Cladd v. State

398 So. 2d 442 | Fla. | 1981

398 So. 2d 442 (1981)

Leroy Franklin CLADD, Petitioner,
v.
STATE of Florida, Respondent.

No. 59113.

Supreme Court of Florida.

April 30, 1981.

*443 Jack O. Johnson, Public Defender, and Michael E. Raiden and Douglas A. Lockwood, Asst. Public Defenders, Bartow, for petitioner.

Jim Smith, Atty. Gen., Charles Corces, Jr., Asst. Atty. Gen., Tampa, and Lawrence A. Kaden, Asst. Atty. Gen., Tallahassee, for respondent.

ALDERMAN, Justice.

The sole issue presented for review is whether a husband, who is physically but not legally separated from his wife, can be guilty of burglary when he enters premises, possessed only by the wife and in which he has no ownership or possessory interest, without the wife's consent and with intent to commit an offense therein. The District Court of Appeal, Second District, answered this question in the affirmative in the present case[1] and thereby created conflict with Vazquez v. State, 350 So. 2d 1094 (Fla. 3d DCA 1977), cert. denied, 360 So. 2d 1250 (Fla. 1978). We hold that the Second District correctly decided that, under the particular facts of this case, the defendant could be guilty of burglary of his estranged wife's apartment, and we approve its decision.

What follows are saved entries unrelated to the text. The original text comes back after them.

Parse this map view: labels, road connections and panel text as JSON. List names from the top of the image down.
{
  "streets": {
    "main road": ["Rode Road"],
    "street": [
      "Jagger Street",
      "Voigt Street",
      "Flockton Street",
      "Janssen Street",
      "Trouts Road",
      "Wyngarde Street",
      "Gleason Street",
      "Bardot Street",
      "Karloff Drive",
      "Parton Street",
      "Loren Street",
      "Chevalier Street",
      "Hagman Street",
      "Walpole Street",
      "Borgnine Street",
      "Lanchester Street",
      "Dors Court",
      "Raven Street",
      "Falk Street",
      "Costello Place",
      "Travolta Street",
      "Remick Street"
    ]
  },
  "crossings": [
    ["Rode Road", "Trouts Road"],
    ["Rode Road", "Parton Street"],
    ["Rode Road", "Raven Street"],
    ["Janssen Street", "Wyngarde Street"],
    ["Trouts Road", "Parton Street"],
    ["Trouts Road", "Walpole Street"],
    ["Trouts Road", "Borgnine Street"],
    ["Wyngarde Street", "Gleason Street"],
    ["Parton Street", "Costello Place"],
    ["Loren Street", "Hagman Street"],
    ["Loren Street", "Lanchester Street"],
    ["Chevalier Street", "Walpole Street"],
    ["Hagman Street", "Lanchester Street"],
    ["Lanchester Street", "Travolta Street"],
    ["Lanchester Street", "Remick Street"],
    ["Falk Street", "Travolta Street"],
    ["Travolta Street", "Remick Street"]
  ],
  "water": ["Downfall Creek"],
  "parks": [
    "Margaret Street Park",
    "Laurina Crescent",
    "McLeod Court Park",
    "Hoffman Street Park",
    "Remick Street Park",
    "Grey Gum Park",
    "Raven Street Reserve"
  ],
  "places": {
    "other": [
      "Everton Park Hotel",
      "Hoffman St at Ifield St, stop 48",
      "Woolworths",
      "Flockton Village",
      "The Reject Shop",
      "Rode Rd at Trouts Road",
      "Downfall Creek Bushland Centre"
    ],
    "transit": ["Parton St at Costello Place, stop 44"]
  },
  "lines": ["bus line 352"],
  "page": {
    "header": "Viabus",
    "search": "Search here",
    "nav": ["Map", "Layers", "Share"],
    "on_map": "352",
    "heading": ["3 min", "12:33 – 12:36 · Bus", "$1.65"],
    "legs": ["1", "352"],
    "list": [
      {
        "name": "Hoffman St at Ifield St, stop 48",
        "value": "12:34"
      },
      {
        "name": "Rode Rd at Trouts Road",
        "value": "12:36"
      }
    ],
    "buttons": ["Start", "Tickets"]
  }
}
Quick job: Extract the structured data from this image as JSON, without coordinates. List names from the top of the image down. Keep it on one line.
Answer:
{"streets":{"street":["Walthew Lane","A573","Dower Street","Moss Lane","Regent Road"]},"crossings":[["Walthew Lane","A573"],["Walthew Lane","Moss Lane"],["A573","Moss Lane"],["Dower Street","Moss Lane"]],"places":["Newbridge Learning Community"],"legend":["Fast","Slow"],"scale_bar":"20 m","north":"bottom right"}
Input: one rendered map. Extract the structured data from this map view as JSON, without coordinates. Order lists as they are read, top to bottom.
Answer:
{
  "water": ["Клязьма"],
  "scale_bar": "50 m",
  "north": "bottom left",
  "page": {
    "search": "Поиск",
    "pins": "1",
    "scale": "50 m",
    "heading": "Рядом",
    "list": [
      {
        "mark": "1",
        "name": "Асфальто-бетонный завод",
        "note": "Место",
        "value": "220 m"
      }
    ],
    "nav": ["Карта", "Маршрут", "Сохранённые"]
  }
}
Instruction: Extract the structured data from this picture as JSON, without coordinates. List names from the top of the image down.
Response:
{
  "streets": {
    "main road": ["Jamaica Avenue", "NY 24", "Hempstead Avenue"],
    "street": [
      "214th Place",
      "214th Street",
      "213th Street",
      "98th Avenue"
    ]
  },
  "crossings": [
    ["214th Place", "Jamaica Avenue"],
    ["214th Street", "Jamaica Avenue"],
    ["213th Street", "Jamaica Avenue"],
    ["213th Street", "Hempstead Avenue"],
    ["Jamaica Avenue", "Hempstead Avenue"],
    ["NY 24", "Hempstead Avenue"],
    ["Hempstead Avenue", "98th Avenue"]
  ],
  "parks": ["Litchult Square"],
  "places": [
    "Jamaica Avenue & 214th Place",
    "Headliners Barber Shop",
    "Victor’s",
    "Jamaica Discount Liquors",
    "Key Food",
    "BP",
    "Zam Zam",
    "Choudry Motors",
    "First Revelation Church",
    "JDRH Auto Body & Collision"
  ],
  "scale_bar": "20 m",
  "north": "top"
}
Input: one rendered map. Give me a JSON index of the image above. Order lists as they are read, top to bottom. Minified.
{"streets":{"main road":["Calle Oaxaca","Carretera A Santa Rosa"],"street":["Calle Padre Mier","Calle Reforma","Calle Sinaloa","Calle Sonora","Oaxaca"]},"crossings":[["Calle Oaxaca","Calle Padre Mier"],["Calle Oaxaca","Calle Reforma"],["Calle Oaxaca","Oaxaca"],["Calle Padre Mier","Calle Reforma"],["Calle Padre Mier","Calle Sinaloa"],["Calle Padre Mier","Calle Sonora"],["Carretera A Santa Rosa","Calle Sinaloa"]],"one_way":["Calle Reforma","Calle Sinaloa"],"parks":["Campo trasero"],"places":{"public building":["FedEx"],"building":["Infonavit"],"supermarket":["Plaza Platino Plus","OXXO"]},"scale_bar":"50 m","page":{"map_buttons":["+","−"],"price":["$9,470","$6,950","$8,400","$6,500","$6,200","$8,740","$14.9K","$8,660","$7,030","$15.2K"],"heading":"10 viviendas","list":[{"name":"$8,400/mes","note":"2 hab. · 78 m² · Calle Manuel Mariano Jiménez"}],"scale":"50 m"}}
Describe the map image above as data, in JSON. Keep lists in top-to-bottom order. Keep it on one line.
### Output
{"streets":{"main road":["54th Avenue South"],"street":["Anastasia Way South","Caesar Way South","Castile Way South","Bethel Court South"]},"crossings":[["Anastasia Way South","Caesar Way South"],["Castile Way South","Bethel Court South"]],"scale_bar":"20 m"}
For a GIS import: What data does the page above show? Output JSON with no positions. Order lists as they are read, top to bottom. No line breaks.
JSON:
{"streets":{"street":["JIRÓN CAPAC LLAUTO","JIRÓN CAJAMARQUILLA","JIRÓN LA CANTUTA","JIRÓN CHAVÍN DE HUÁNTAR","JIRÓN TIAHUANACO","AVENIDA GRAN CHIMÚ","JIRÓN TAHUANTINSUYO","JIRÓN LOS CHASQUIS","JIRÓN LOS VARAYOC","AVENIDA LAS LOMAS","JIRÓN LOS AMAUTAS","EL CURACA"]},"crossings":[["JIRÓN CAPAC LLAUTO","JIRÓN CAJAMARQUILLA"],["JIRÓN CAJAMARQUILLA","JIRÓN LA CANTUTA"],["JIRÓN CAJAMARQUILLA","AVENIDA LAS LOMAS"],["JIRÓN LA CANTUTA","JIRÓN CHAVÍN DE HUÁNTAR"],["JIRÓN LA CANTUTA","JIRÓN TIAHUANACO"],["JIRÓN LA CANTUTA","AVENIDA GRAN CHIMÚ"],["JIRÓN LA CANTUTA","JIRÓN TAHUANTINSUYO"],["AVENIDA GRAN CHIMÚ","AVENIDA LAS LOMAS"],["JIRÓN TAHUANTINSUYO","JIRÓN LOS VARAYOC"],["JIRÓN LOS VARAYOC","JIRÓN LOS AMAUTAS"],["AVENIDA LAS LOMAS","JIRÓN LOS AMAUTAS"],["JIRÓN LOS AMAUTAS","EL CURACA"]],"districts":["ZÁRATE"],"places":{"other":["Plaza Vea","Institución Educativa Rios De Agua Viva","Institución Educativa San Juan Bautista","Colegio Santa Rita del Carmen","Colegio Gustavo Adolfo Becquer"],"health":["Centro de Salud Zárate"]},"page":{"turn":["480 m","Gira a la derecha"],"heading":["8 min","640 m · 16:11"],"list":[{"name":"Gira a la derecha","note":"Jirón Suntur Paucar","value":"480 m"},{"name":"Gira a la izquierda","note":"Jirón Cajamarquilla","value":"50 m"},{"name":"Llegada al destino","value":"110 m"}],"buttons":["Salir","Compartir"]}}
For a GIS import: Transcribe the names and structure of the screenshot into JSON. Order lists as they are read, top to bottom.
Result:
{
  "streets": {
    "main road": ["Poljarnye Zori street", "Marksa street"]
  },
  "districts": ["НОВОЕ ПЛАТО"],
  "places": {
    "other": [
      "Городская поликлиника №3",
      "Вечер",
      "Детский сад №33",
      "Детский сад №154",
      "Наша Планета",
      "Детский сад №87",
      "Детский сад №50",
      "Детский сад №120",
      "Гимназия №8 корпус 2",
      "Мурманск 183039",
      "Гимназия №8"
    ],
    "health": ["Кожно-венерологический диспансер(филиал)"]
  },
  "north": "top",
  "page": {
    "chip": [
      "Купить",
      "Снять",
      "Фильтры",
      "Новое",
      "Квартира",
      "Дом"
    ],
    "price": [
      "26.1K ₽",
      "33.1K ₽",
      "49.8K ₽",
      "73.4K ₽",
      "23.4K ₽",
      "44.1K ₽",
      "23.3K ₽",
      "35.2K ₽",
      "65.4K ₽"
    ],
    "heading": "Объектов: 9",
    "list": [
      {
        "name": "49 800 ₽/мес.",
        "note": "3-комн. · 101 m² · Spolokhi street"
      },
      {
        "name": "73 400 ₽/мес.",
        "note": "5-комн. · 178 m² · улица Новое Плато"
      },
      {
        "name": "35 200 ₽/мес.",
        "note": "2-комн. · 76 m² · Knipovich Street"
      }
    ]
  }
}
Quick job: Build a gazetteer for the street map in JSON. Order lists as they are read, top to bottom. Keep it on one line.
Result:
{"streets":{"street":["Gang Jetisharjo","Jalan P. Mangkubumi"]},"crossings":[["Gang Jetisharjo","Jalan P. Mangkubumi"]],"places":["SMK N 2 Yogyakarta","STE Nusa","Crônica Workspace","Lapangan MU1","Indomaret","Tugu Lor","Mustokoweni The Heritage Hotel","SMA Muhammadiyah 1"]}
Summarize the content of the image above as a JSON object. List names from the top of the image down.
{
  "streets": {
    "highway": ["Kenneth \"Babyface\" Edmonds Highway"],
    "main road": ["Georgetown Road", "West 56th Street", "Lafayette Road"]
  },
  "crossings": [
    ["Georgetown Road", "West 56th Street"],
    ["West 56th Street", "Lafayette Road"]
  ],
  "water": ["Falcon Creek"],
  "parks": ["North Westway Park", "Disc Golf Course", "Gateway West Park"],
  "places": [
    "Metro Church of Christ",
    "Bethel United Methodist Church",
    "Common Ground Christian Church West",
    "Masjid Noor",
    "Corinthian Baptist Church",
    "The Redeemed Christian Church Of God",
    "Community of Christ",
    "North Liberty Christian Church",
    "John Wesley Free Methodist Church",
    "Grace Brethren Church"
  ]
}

The factual situation is narrow. The defendant and his wife had been separated for approximately six months, although there was no formal separation agreement or restraining order. He had no ownership or possessory interest in his wife's apartment and had at no time lived there. One morning, he broke through the locked door of her apartment with a crowbar, struck her, and attempted to throw her over the second floor stair railing. The next morning, he again attempted to break into her apartment but left when the police arrived.

The defendant was charged with burglary and attempted burglary.[2] Although conceding that his wife did not in fact consent to his entry into her apartment, he moved to dismiss the charges on the basis that since the victim was his wife, he was licensed or invited to enter her apartment as a matter of law. He then contended that, if he had the right to enter the apartment, he could not be guilty of burglary or attempted burglary. Relying upon Vazquez v. State, the trial court dismissed the charges. The State appealed, and the Second District, expressly disagreeing with the rationale of the Third District in Vazquez, reversed. The Second District held that although each spouse may have the legal right to the other's company, this does not include the right to break and enter the other's apartment with intent to commit an offense therein.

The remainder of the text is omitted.